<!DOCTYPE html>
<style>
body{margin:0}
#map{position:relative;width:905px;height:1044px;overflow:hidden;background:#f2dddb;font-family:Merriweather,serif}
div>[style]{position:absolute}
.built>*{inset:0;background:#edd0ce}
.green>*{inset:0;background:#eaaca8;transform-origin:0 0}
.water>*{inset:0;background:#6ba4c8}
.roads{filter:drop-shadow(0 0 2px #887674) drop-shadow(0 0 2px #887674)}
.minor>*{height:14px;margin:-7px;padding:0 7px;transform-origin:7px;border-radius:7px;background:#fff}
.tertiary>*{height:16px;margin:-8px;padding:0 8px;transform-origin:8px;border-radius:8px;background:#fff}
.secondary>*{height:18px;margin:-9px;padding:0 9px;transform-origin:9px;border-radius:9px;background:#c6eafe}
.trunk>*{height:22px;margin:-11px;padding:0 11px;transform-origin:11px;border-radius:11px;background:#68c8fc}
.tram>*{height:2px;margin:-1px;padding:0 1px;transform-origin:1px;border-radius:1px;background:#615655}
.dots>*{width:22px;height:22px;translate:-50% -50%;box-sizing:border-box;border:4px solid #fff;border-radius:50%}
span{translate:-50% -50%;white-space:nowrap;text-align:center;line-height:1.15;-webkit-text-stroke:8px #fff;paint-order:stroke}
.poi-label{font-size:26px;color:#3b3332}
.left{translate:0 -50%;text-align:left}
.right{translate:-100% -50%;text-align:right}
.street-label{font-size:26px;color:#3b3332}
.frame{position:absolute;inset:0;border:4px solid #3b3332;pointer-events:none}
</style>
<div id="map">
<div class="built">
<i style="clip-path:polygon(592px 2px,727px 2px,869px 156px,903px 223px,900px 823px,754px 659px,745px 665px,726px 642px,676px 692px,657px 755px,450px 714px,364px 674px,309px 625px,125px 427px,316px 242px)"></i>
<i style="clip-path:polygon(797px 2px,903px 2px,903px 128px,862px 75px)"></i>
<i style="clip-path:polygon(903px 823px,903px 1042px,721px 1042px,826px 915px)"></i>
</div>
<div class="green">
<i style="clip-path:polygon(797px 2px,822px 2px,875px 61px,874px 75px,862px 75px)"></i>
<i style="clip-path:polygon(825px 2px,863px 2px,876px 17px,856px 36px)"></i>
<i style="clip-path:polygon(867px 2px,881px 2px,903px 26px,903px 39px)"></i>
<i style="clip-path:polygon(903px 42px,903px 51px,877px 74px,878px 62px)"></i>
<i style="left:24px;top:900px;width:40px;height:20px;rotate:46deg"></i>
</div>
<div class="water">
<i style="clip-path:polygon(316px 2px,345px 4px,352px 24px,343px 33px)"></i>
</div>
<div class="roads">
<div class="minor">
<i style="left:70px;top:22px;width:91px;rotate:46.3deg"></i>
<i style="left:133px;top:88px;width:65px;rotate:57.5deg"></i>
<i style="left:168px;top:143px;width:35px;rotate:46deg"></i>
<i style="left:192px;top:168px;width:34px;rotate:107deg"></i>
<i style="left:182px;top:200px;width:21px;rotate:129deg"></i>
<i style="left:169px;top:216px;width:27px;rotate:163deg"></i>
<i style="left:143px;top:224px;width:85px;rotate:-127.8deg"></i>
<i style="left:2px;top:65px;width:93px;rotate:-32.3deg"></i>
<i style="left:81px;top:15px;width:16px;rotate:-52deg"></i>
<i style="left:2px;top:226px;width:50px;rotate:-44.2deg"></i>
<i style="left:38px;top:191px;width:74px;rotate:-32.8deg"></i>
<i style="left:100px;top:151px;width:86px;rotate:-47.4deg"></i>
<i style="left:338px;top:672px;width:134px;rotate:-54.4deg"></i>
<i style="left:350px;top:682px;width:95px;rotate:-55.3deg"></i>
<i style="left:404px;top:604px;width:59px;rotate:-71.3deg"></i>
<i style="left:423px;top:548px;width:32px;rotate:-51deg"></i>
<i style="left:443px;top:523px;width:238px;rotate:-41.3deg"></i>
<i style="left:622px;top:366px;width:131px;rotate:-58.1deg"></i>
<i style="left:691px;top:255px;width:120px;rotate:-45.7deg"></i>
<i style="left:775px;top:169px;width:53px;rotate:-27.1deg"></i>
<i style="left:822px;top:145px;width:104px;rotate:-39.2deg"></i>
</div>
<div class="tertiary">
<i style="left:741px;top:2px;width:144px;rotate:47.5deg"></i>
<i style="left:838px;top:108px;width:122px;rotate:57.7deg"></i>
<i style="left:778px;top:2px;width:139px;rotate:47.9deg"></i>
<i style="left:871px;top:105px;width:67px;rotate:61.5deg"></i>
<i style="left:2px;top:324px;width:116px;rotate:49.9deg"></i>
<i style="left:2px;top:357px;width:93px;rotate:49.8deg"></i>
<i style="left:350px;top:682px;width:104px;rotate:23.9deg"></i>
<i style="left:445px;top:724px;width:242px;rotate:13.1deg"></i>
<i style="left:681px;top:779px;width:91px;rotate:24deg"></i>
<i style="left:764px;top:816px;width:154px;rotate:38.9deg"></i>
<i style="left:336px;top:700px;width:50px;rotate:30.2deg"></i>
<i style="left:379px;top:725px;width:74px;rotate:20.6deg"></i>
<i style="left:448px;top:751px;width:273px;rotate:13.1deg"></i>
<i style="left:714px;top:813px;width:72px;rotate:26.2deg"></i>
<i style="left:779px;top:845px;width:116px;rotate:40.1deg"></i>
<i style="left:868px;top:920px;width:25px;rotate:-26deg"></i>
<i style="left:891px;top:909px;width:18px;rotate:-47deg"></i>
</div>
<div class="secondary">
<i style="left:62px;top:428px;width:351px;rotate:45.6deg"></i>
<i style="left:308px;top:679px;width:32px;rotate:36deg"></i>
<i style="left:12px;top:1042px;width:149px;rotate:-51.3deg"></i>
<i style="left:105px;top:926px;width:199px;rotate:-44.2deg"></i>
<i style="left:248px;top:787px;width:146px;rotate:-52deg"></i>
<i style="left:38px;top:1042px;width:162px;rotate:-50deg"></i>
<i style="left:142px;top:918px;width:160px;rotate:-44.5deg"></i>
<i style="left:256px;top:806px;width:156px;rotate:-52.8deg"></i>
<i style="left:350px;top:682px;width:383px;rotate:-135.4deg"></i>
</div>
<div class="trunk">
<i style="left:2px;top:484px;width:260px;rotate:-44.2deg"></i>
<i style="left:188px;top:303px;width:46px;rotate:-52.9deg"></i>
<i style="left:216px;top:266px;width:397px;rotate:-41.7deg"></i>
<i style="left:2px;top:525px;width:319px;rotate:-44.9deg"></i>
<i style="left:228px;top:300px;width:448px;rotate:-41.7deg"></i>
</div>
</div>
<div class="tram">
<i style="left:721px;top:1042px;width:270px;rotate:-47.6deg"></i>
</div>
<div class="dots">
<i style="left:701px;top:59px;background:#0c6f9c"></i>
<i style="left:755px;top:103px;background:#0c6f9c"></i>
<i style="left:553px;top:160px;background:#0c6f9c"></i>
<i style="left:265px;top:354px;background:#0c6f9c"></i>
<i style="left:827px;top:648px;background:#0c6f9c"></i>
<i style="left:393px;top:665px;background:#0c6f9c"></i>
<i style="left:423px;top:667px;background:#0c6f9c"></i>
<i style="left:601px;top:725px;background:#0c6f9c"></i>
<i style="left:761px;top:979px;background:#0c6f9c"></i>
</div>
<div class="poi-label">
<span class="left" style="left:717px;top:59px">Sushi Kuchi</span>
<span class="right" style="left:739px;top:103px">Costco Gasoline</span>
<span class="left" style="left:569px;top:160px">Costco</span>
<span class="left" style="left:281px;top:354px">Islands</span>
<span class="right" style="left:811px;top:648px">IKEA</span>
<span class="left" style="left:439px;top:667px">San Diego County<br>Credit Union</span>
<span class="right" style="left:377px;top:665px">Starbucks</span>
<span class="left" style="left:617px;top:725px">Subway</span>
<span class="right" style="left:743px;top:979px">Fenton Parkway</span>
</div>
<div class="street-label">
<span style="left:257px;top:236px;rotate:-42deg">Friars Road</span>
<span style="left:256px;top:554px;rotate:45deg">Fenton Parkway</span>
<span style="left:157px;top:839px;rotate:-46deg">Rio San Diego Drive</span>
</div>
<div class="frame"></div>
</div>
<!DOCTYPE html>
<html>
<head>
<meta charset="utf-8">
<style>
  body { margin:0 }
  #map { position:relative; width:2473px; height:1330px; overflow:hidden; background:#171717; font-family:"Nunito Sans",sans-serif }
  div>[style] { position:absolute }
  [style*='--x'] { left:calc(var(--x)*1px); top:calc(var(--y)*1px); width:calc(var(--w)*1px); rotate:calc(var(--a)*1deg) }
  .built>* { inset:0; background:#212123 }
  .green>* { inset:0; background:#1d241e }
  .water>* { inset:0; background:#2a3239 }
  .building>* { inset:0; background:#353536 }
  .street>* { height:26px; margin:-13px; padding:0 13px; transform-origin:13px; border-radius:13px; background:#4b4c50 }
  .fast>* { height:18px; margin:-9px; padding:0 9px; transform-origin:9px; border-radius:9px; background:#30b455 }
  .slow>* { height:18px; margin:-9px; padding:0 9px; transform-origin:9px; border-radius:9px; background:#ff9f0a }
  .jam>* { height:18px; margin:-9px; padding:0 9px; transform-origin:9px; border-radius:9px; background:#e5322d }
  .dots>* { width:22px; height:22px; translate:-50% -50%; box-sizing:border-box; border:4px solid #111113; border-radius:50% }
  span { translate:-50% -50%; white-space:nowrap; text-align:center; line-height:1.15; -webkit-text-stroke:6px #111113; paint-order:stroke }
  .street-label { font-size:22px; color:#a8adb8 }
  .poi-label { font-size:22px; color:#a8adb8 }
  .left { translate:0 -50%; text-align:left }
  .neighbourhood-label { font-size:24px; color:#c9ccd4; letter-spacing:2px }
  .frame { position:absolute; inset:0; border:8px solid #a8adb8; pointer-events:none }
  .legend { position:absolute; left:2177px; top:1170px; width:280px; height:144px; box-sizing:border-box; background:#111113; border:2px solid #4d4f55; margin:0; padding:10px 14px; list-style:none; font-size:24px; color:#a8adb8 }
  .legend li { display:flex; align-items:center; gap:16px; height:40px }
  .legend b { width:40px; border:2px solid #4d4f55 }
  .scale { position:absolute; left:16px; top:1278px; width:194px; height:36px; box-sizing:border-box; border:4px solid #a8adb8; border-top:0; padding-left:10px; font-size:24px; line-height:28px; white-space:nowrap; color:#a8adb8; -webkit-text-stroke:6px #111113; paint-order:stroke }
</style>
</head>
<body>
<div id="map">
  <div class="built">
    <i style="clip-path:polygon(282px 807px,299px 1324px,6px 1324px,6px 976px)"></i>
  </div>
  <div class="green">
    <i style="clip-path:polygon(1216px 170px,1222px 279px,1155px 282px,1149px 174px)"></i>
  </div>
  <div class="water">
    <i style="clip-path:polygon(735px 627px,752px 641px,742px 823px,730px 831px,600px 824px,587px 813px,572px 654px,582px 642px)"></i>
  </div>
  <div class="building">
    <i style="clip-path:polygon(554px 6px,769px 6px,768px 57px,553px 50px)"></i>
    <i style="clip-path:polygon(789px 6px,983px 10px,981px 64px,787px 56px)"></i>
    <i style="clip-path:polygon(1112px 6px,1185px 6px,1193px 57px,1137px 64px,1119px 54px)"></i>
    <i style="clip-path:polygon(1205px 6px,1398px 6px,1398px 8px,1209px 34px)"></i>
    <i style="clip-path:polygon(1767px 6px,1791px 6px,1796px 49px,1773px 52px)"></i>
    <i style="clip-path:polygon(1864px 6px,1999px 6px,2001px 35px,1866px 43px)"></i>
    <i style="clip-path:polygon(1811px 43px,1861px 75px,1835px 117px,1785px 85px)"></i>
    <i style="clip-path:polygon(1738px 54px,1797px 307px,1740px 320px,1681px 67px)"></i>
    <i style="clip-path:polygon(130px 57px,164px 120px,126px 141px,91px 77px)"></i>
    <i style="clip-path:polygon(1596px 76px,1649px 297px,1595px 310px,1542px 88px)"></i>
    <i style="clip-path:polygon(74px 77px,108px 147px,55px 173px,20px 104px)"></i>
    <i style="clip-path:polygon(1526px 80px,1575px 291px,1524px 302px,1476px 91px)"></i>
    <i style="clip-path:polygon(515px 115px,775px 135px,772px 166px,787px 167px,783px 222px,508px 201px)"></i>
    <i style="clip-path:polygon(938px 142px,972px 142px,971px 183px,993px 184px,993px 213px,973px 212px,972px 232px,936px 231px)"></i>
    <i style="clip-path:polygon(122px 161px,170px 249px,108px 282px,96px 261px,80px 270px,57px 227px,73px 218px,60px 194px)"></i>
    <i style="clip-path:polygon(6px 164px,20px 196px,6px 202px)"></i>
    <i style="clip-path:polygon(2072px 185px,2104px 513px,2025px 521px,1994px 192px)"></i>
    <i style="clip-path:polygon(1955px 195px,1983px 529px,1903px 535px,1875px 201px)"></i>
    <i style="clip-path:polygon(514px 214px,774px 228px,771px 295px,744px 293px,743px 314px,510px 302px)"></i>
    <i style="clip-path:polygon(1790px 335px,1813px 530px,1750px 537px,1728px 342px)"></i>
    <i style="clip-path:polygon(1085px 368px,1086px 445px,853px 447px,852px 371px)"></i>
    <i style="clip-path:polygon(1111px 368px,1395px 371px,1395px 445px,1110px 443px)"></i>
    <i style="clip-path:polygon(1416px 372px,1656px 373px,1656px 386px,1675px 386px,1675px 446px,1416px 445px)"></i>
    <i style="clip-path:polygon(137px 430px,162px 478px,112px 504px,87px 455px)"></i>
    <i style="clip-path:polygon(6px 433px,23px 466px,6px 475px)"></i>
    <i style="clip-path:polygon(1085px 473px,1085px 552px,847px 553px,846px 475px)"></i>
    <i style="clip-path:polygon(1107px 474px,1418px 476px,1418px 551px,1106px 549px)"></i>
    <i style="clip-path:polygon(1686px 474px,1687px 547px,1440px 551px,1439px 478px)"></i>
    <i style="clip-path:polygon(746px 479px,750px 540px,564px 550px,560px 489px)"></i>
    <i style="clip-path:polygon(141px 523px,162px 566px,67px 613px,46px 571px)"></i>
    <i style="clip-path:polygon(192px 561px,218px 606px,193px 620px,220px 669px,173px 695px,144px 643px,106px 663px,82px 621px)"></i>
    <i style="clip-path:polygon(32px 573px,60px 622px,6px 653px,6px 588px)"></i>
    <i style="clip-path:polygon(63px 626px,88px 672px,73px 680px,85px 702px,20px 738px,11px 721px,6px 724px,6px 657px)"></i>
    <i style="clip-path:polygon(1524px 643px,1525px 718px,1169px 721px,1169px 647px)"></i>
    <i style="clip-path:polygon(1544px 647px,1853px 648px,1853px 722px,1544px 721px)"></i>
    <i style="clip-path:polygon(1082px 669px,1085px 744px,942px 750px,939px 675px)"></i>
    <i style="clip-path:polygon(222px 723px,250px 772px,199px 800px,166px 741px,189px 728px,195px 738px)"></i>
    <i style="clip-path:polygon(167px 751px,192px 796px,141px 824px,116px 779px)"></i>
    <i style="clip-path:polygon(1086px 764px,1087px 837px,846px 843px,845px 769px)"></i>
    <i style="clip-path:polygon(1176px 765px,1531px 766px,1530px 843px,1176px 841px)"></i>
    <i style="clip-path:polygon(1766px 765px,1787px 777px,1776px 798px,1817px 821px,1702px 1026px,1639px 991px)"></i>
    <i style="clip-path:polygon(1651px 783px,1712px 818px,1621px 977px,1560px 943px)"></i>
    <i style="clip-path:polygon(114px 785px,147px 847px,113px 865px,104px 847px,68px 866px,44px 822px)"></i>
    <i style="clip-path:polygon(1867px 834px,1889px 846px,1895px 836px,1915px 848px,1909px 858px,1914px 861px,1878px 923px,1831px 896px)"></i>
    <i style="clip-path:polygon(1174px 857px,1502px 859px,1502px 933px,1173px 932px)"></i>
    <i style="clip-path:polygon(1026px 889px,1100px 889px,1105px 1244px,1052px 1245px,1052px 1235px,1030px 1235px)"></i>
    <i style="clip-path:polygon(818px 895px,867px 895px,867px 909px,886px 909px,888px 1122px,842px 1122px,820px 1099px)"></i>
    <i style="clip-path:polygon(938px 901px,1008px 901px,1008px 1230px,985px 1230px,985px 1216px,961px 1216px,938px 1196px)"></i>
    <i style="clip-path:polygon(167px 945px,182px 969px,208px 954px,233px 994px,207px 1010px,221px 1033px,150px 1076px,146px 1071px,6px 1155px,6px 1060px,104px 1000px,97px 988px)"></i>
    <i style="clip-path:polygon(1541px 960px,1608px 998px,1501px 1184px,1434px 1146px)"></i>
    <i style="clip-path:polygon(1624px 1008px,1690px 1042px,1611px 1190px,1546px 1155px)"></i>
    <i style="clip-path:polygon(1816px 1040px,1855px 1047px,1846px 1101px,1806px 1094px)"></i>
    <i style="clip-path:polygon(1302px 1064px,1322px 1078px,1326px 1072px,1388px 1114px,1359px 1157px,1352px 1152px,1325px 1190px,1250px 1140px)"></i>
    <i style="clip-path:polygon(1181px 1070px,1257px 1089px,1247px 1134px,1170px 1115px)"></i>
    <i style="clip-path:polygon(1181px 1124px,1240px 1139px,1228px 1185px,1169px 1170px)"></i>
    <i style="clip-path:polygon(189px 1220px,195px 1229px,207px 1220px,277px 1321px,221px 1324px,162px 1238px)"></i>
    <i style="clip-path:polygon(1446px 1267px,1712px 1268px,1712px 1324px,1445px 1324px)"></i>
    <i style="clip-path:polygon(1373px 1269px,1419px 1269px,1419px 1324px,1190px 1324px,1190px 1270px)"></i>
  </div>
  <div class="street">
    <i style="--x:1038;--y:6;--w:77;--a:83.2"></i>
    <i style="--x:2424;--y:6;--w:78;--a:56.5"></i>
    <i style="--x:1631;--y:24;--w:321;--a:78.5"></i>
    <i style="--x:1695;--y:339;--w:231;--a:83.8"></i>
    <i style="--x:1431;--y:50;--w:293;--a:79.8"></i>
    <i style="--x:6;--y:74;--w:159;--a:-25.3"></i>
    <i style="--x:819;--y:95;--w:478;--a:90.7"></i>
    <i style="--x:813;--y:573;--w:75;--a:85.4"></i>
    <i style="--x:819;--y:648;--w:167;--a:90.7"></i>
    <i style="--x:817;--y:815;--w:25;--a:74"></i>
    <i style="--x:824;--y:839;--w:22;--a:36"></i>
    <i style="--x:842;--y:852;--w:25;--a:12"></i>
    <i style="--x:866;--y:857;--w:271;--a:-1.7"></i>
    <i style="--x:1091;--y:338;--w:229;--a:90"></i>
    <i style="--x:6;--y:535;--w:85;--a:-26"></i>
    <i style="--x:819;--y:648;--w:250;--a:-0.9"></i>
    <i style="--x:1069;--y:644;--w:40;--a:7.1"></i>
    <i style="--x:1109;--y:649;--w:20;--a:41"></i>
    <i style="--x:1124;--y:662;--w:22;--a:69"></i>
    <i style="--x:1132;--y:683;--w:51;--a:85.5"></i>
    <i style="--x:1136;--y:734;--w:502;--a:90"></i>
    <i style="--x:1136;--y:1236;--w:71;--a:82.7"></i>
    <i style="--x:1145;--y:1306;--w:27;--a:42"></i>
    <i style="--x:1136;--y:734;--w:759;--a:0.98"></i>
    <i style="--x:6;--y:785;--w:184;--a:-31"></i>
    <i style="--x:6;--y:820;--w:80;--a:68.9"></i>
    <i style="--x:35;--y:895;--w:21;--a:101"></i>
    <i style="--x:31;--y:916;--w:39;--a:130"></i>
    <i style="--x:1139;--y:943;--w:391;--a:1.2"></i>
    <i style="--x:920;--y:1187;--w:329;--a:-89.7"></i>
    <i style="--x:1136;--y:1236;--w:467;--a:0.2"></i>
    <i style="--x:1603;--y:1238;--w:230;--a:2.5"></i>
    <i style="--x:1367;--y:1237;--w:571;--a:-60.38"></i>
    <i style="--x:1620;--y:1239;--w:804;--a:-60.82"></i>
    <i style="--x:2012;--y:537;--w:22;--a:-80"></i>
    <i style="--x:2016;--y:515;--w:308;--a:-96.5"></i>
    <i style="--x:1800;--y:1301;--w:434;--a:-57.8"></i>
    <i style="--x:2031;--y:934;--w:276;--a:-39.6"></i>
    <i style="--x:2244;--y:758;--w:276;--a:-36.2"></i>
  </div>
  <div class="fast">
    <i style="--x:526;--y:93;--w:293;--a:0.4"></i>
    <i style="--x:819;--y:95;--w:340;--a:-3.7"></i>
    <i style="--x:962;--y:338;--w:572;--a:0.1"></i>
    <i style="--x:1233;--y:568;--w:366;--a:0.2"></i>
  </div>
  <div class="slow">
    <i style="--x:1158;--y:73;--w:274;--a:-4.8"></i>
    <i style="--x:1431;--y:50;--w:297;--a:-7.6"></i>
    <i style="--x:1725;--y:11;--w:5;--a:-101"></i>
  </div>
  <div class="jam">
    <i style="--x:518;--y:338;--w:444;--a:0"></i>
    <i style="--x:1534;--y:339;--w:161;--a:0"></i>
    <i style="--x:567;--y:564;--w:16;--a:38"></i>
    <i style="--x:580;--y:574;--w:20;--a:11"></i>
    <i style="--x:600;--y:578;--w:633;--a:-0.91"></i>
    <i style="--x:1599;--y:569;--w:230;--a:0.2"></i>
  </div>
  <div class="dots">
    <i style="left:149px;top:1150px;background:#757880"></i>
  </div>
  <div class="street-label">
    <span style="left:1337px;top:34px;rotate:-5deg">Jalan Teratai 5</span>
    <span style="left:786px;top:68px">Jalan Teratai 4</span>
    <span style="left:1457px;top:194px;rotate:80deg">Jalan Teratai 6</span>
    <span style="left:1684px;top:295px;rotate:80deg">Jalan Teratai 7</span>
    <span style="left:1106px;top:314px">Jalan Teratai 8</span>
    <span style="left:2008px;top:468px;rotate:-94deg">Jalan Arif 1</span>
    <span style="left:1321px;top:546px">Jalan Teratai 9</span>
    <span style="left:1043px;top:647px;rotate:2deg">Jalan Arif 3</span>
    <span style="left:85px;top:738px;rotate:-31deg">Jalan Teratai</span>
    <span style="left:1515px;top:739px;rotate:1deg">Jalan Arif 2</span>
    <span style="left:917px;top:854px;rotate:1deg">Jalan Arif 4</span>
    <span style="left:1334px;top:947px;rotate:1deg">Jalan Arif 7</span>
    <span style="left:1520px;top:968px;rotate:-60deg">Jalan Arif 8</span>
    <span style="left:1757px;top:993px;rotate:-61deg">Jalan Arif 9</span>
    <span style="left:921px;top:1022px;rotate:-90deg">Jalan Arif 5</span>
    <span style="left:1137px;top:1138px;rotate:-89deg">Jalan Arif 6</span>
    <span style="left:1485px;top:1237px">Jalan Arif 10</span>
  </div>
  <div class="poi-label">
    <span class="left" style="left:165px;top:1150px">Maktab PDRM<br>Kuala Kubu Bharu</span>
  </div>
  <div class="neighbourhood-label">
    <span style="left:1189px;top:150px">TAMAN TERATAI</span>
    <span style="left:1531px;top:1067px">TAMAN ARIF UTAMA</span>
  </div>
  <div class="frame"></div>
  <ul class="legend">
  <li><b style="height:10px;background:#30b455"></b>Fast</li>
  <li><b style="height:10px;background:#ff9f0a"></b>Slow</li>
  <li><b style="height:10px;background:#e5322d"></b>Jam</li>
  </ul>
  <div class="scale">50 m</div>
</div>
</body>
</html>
--------------------------------
Search the data for the word "overflow" and copy each line where it appears.

#map{position:relative;width:905px;height:1044px;overflow:hidden;background:#f2dddb;font-family:Merriweather,serif}
  #map { position:relative; width:2473px; height:1330px; overflow:hidden; background:#171717; font-family:"Nunito Sans",sans-serif }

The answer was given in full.